For loop to extract data scattered across multiple columns in another R dataframe

I have a survey question in which respondents could select multiple answers (for 16 possible combinations, e.g. "Which color do you like?" can result in responses "red, blue, green, yellow" or "red, blue, green, black" etc.
These 16 possible combinations are contained in a spreadsheet:
Image 1: First two rows of the spreadsheet (full spreadsheet has 16 rows)
Example 1:
structure(list(V1 = structure(c(1L, 1L, 1L, 1L, 1L, 1L, 1L, 1L,
2L, 2L, 2L, 2L, 2L, 2L, 2L, 2L), .Label = c("red", "ruby"), class = "factor"),
V2 = structure(c(1L, 1L, 1L, 1L, 2L, 2L, 2L, 2L, 1L, 1L,
1L, 1L, 2L, 2L, 2L, 2L), .Label = c("blue", "violet"), class = "factor"),
V3 = structure(c(1L, 1L, 2L, 2L, 1L, 1L, 2L, 2L, 1L, 1L,
2L, 2L, 1L, 1L, 2L, 2L), .Label = c("green", "turqoise"), class = "factor"),
V4 = structure(c(2L, 1L, 2L, 1L, 2L, 1L, 2L, 1L, 2L, 1L,
2L, 1L, 2L, 1L, 2L, 1L), .Label = c("black", "yellow"), class = "factor")), .Names = c("V1",
"V2", "V3", "V4"), class = "data.frame", row.names = c(NA, -16L
))
The dataframe with responses has sixteen columns for this question (one column per every simple combination of colors).

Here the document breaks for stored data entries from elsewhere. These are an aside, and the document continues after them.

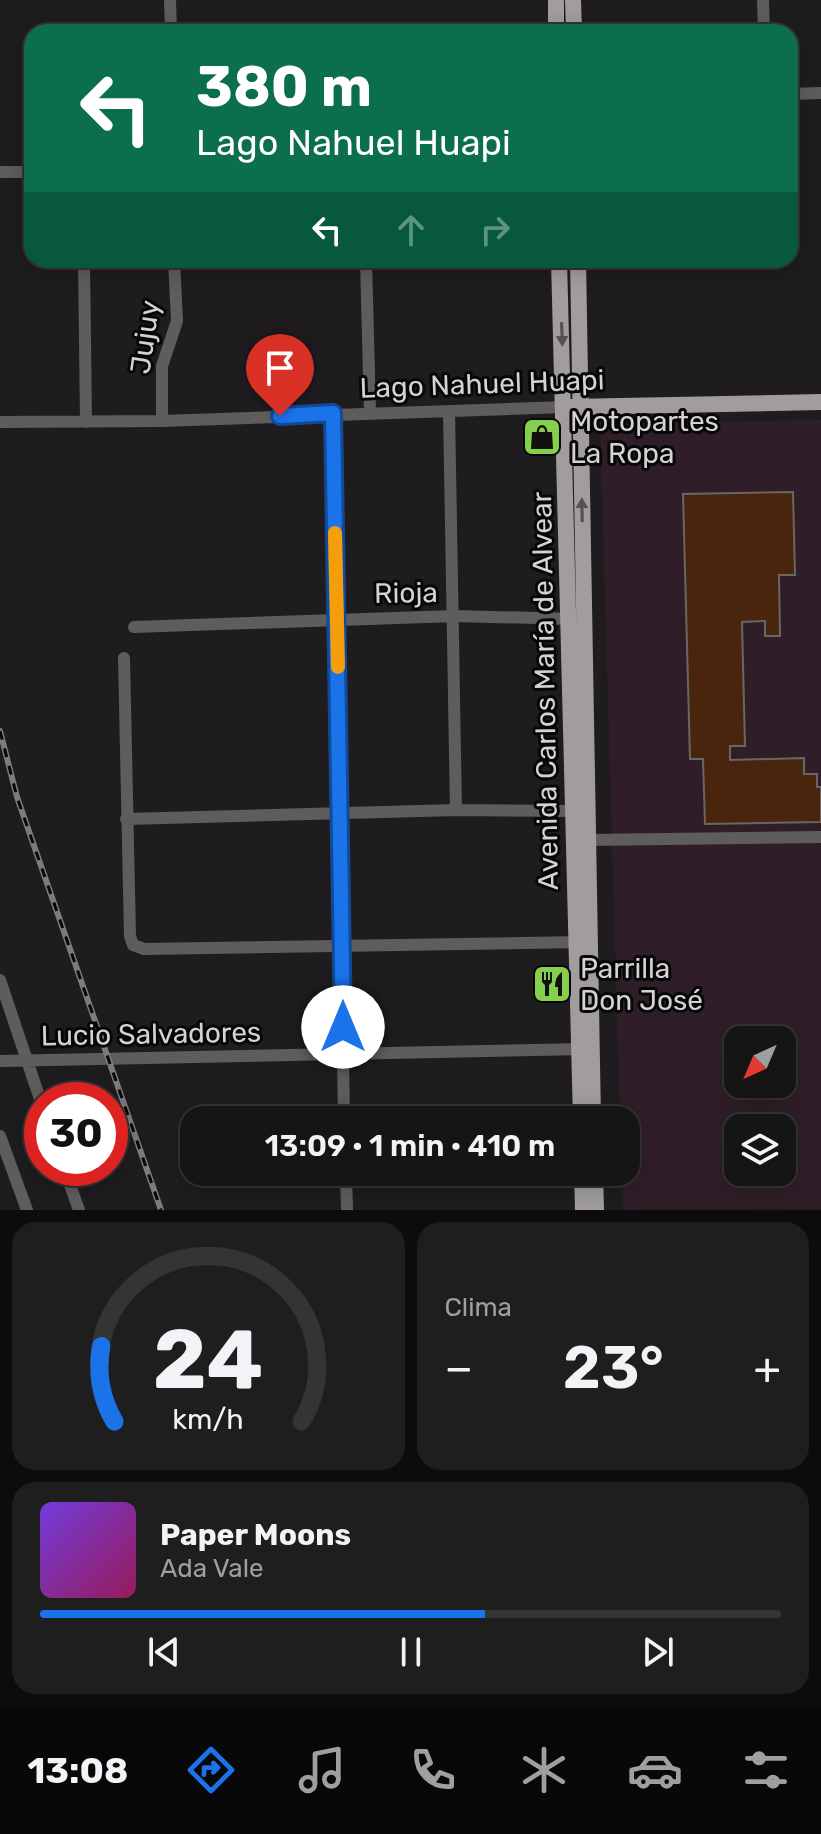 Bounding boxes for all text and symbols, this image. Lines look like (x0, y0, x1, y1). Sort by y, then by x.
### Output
text: 380 m (196, 54, 372, 120)
icon: left (64, 56, 168, 160)
text: Lago Nahuel Huapi (196, 121, 511, 164)
icon: left (305, 208, 349, 252)
icon: ahead (389, 208, 433, 252)
icon: right (473, 208, 517, 252)
street label: Jujuy (124, 298, 166, 376)
one-way arrow (555, 322, 568, 347)
pin (246, 334, 314, 416)
icon: arrive (258, 346, 302, 390)
street label: Lago Nahuel Huapi (359, 363, 605, 405)
place label: Motopartes La Ropa (570, 405, 719, 470)
shop icon: Motopartes La Ropa (521, 416, 563, 458)
street label: Avenida Carlos María de Alvear (525, 491, 565, 890)
one-way arrow (576, 497, 588, 522)
street label: Rioja (374, 576, 438, 610)
place label: Parrilla Don José (580, 952, 703, 1017)
restaurant icon: Parrilla Don José (531, 963, 573, 1005)
position arrow (301, 985, 385, 1069)
street label: Lucio Salvadores (40, 1016, 262, 1052)
north arrow (724, 1026, 796, 1098)
map controls (724, 1026, 796, 1186)
speed limit sign: 30 (24, 1082, 128, 1186)
button: layers (724, 1114, 796, 1186)
text: 13:09 · 1 min · 410 m (265, 1128, 555, 1164)
text: Clima (445, 1292, 512, 1323)
text: 24 (153, 1310, 264, 1409)
text: 23° (563, 1332, 664, 1403)
text: − (445, 1342, 473, 1394)
text: + (754, 1342, 781, 1394)
text: km/h (173, 1402, 244, 1436)
text: Paper Moons (160, 1517, 351, 1553)
text: Ada Vale (160, 1553, 264, 1584)
icon: previous (142, 1630, 186, 1674)
icon: pause (389, 1630, 433, 1674)
icon: next (636, 1630, 680, 1674)
icon: directions (183, 1742, 239, 1798)
icon: music (294, 1742, 350, 1798)
icon: phone (405, 1742, 461, 1798)
icon: climate (516, 1742, 572, 1798)
icon: car (627, 1742, 683, 1798)
icon: filters (738, 1742, 794, 1798)
text: 13:08 (27, 1749, 128, 1792)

If respondent 1 selected the first combination, only the first column contains data; similarly, if respondent 2 selected the second combination, the second column contains data. The other are empty:
Image 2: The first two columns of the dataframe
Example 2:
structure(list(respondentID = 1:16, v1 = c(1L, NA, NA, NA, NA,
NA, NA, NA, NA, NA, NA, NA, NA, NA, NA, NA), v2 = c(NA, 1L, NA,
NA, NA, NA, NA, NA, NA, NA, NA, NA, NA, NA, NA, NA), v3 = c(NA,
NA, NA, NA, NA, NA, 1L, NA, NA, NA, NA, NA, NA, NA, NA, NA),
v4 = c(NA, NA, NA, 1L, NA, NA, NA, NA, NA, NA, 1L, 1L, NA,
NA, NA, NA), v5 = c(NA, NA, 1L, NA, NA, NA, NA, NA, NA, NA,
NA, NA, NA, NA, NA, NA), v6 = c(NA, 1L, NA, NA, NA, NA, NA,
NA, NA, 1L, NA, NA, NA, NA, NA, NA), v7 = c(NA, NA, NA, NA,
1L, NA, NA, NA, NA, NA, NA, NA, NA, NA, NA, NA), v8 = c(NA,
NA, NA, NA, NA, 1L, NA, NA, NA, NA, NA, NA, NA, NA, NA, NA
), v9 = c(NA, NA, NA, NA, NA, NA, NA, 1L, NA, NA, NA, NA,
NA, NA, NA, NA), v10 = c(NA, NA, NA, NA, NA, NA, NA, NA,
NA, NA, NA, NA, NA, NA, NA, NA), v11 = c(NA, NA, NA, NA,
NA, NA, NA, NA, 1L, NA, NA, NA, NA, NA, NA, NA), v12 = c(NA,
NA, NA, NA, NA, NA, NA, NA, NA, NA, NA, NA, 1L, NA, NA, NA
), v13 = c(NA, NA, NA, NA, NA, NA, NA, NA, NA, NA, NA, NA,
NA, 1L, NA, NA), v14 = c(NA, NA, NA, NA, NA, NA, NA, NA,
NA, NA, NA, NA, NA, NA, NA, NA), v15 = c(NA, NA, NA, NA,
NA, NA, NA, NA, NA, NA, NA, NA, NA, NA, NA, NA), v16 = c(NA,
NA, NA, NA, NA, NA, NA, NA, NA, NA, NA, NA, NA, NA, NA, 1L
)), .Names = c("respondentID", "v1", "v2", "v3", "v4", "v5",
"v6", "v7", "v8", "v9", "v10", "v11", "v12", "v13", "v14", "v15",
"v16"), class = "data.frame", row.names = c(NA, -16L))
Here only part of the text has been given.